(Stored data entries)
· · · · ·

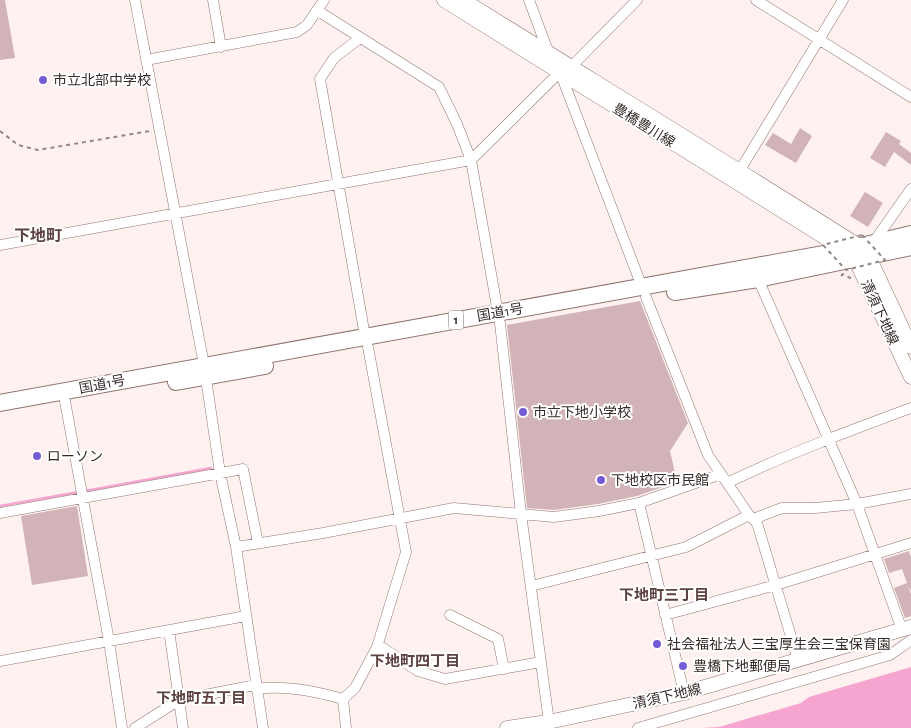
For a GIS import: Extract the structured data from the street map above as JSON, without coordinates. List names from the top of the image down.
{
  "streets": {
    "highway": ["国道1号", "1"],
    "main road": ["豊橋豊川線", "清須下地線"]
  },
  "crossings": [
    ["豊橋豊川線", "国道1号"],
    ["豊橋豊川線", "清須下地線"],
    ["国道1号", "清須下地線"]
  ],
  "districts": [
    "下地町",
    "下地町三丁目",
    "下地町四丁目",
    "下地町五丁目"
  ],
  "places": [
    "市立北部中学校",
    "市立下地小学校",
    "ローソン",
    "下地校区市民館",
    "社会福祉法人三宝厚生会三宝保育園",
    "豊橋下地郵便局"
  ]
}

· · · · ·

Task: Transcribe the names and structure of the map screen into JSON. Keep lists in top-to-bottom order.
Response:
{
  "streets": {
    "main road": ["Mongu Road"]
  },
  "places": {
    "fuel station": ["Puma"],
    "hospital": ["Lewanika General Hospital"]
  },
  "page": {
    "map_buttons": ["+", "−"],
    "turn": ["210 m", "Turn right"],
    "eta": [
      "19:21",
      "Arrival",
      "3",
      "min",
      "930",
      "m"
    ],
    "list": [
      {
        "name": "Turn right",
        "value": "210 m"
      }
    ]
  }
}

· · · · ·

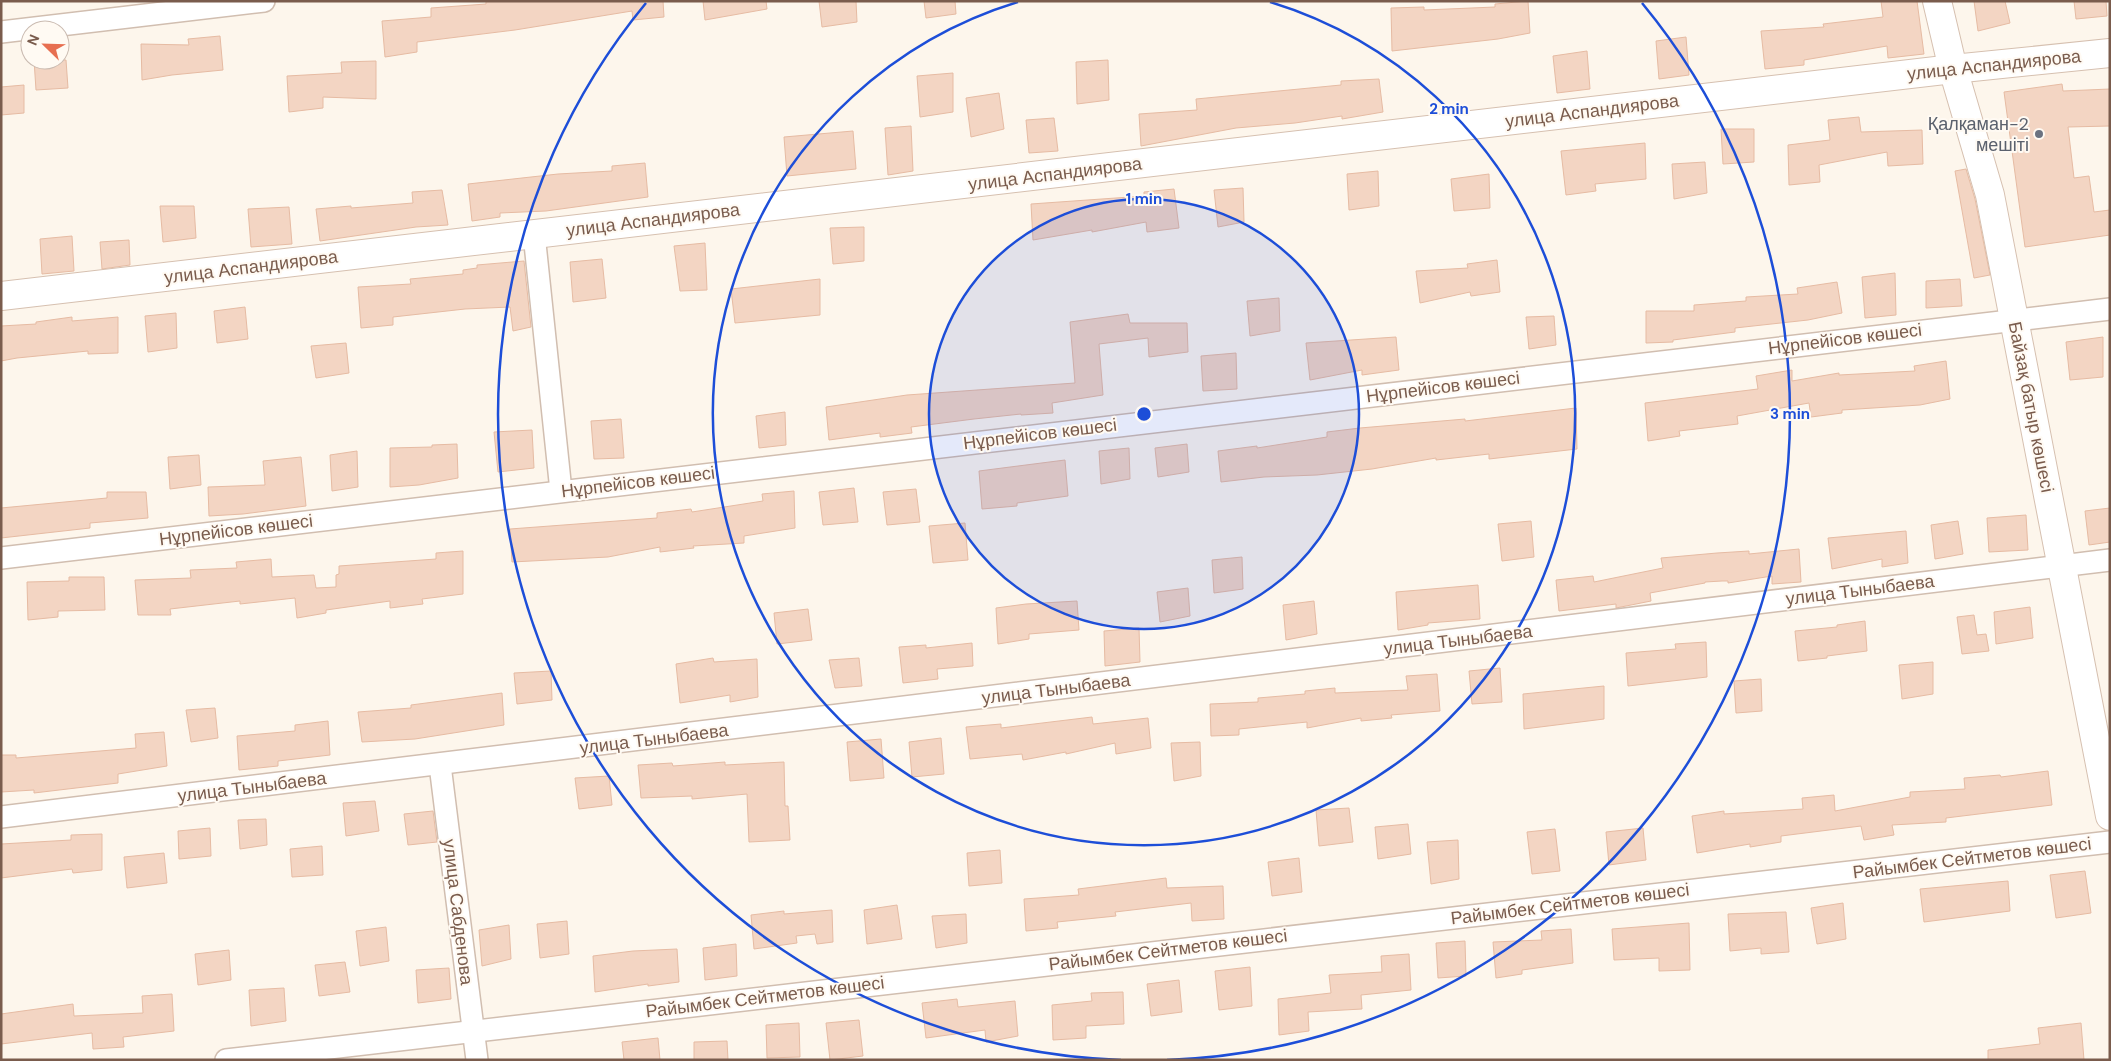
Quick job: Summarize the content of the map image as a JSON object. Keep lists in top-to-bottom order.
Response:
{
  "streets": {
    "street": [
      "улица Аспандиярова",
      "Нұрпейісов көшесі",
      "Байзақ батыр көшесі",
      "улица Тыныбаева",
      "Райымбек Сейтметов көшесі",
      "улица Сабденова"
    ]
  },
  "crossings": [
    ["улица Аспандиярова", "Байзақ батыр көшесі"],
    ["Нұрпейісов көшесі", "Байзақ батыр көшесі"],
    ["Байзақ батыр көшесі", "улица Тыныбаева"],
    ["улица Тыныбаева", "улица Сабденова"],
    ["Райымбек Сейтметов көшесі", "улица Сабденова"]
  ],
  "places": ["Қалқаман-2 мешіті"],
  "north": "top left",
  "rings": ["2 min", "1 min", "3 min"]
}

· · · · ·

▸ **HOW TO COMPLETE THIS TASK**
Your answer should be a single number: the count of lines in the entries that hold the string "order".

▸ **SOLUTION**
2